Comment comprendre le qualificatif « heureux » pour une « faute » ? L’article[4] du théologien-liturgiste contemporain Paul de Clerck permet de poser quelques jalons et conduit une réflexion. Cet article s’en inspire.

 

Une association scandaleuse

 

L’association des termes de Bienheureuse et de Faute est cause de scandale.

En effet en quoi la faute, apparentée au péché, peut elle être proclamée heureuse ? Pour le comprendre il est nécessaire d’assumer les notions théologiques de « faute » et de « rédemption » dans l’évolution personnelle de chacun.

Un adulte ne peut objectivement nier le mal sournois, à l’œuvre dans sa propre vie. Si cet adulte est baptisé et croyant, il ne peut nier non plus, l’œuvre du Salut à l’œuvre dans sa vie.

En observant son histoire personnelle, avec un certain recul, ce même adulte peut voir, parfois, que le mal, dont il fut complice ou victime à un moment précis de son parcours,  n’est pas qu’une expérience négative, mais qu’elle peut devenir un moyen étonnant pour rencontrer le Sauveur.

En constatant dans sa vie le scandaleux écart qui existe entre sa faute et la béatitude heureuse promise, cet adulte croyant pourra entrer dans une dynamique de conversion selon l’Evangile.

 

La bonne conscience seule est une erreur.

 

 

La tradition chrétienne exige de ne pas confondre le pécheur et son péché. Ainsi fait, le péché est-il relégué à l’oubli aux choses de peu d’importance. Attention cependant à ne pas aller trop vite. Il est profitable de considérer la notion de péché dans sa « perspective heureuse ». Il est évident que c’est l’expérience que l’on fait de ce péché qui est profitable et non pas, bien sur, l’acte. Cette perspective permet de s’extirper petit à petit du moralisme obsédant pour approcher du Sauveur venu pardonner tous les pécheurs. Saint Paul affirme  1 Co 4,4  Ma conscience ne me reproche rien, mais ce n’est pas pour cela que je suis juste : celui qui me juge, c’est le Seigneur. Une négation de ses failles est un refus, conscient ou non, de l’accueil du Sauveur dans sa  mission : c’est manquer le Seigneur à l’œuvre, c’est manquer le Salut en personne. Luc 5, 31-32[5]

 

 

 

 

 

Le reproche sévère seul est une erreur.

 

Le danger possible lorsque le péché et le mal blesse encore et encore le parcours d’une vie consiste pour le pécheur à se détester. Perdu dans un tourbillon et un cercle infernal, ce pécheur peut désespérer de lui-même et se sentir esclave des contradictions que pourtant il rejette en esprit, mais que le réel lui impose. L’aversion vécue par le pécheur contre ce mal risque de se tourner contre lui-même et aboutir à une forme de haine de soi destructrice.

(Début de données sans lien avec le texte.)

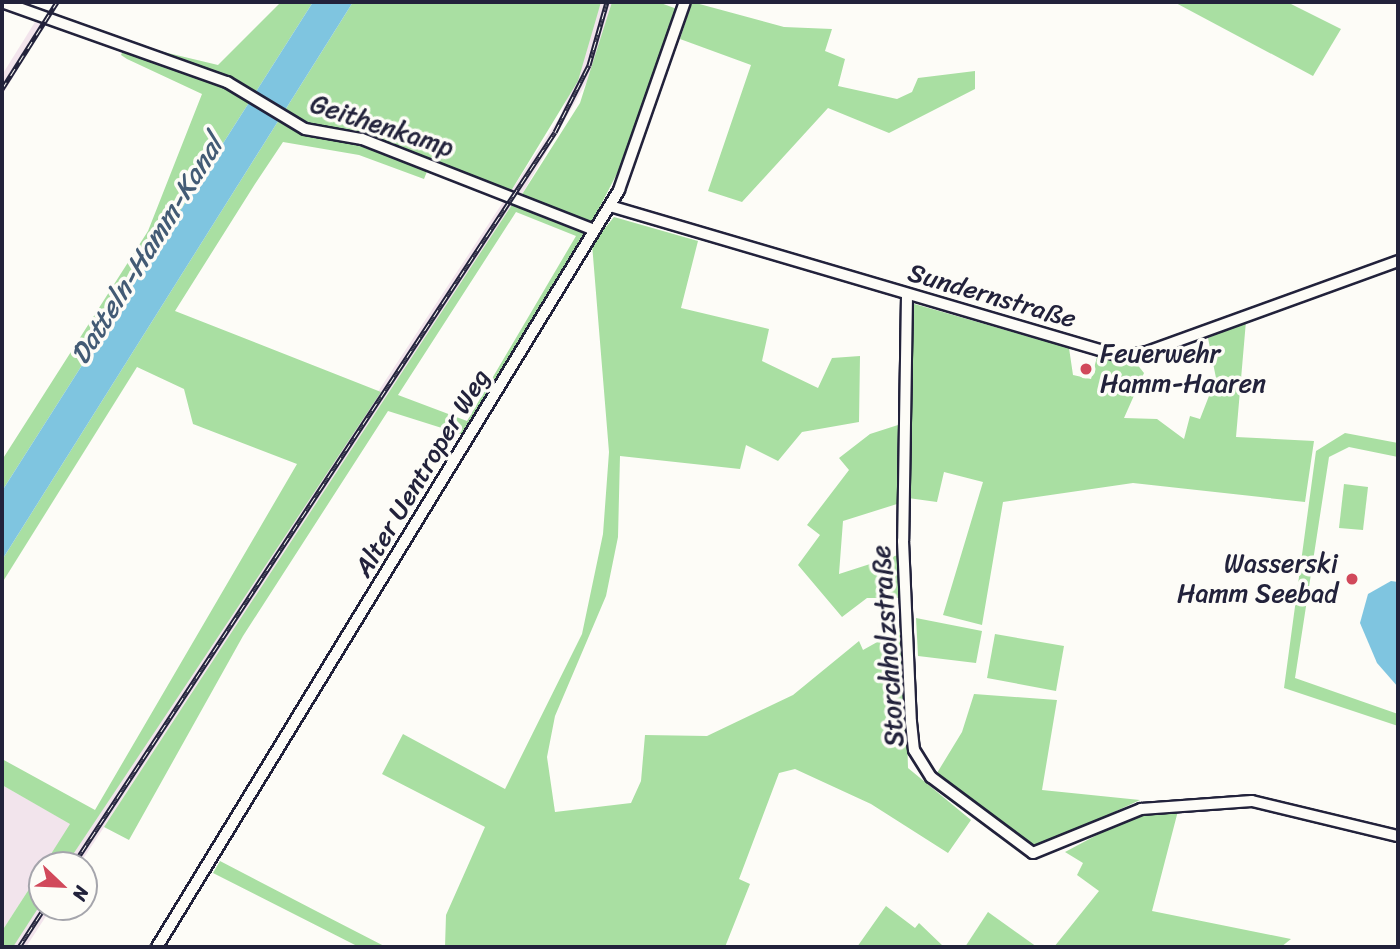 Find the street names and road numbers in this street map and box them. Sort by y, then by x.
street label: Geithenkamp [306,88,458,164]
street label: Sundernstraße [904,257,1080,335]
street label: Alter Uentroper Weg [348,364,496,582]
street label: Storchholzstraße [865,544,911,748]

Le péché, pour le chrétien, ne peut pourtant pas être réfléchi sans la perspective de libération qu’offre le Rédempteur. Le reproche n’a de sens qu’en s’ouvrant à la conversion et à la grâce.

 

 

L’occasion d’une conversion

 

Sorti d’une image de perfection morale mensongère que l’homme sévère s’impose il lui est possible de s’apaiser.

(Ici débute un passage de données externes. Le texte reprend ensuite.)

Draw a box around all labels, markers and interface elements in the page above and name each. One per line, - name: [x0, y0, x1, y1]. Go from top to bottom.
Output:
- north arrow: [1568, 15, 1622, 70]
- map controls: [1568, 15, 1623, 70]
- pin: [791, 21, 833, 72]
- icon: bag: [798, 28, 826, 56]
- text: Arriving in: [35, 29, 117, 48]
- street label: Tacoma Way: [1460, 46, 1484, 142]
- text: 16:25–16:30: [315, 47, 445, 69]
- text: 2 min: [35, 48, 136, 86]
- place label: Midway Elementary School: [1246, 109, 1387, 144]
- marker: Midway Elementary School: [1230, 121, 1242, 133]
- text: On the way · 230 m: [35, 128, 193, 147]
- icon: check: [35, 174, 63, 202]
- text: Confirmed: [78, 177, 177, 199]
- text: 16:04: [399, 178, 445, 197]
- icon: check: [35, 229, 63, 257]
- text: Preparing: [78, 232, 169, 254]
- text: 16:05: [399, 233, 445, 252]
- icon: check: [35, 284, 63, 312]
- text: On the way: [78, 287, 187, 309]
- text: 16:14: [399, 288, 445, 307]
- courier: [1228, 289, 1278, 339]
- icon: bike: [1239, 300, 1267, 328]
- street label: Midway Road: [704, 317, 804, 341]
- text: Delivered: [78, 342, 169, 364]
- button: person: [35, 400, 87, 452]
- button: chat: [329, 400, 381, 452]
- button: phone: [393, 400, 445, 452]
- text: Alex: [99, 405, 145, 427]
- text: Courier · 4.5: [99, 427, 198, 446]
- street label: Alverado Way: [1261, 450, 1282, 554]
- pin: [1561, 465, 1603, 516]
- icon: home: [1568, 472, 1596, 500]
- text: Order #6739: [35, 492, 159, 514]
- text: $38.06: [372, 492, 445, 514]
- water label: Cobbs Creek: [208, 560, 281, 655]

Il peut reconnaitre en l’autre un frère d’infortune et de misère qui s’il ne le console pas, lui permet de ne pas se sentir seul. Un regard plus tendre, plus simple plus aimant s’ouvre sur l’autre dont la misère ressemble à la sienne, et l’autre devient un prochain, un frère. Cette approche de l’humanité-fraternelle ouvre à l’une des dimensions de la communion: il n’est plus de bons ou de méchants. Il n’y a plus de justes qui n’existent que par la présence d’injustes. Il n’y a qu’une communauté de pécheurs qui se savent solidaires et nécessiteux envers la miséricorde qui s’offre à tous. Là et seulement là, l’expérience de Dieu est possible pour soi pour tous.

 

La faute, ainsi approchée est effectivement heureuse en ce qu’elle permet une opération de décentrement ou seul le Sauveur est à l’œuvre pour le monde. Bienheureuse fautes ainsi approchée, assumée, et dépassée pour une expérience d’alliance en Eglise. C’est au soir de la mère de toute les veillée[6] que prenant conscience du salut, les frères d’infortunes comprennent et mesure la grandeur du Rédempteur.

 

 

 

 


[1] Guillaume Durand, né vers 1230 dans la région de Béziers et mort le1er novembre 1296. On le nomme le Spéculateur, en latin « Speculator », en référence à son « Speculum judiciale ». Il devint évêque de Mende en 1291.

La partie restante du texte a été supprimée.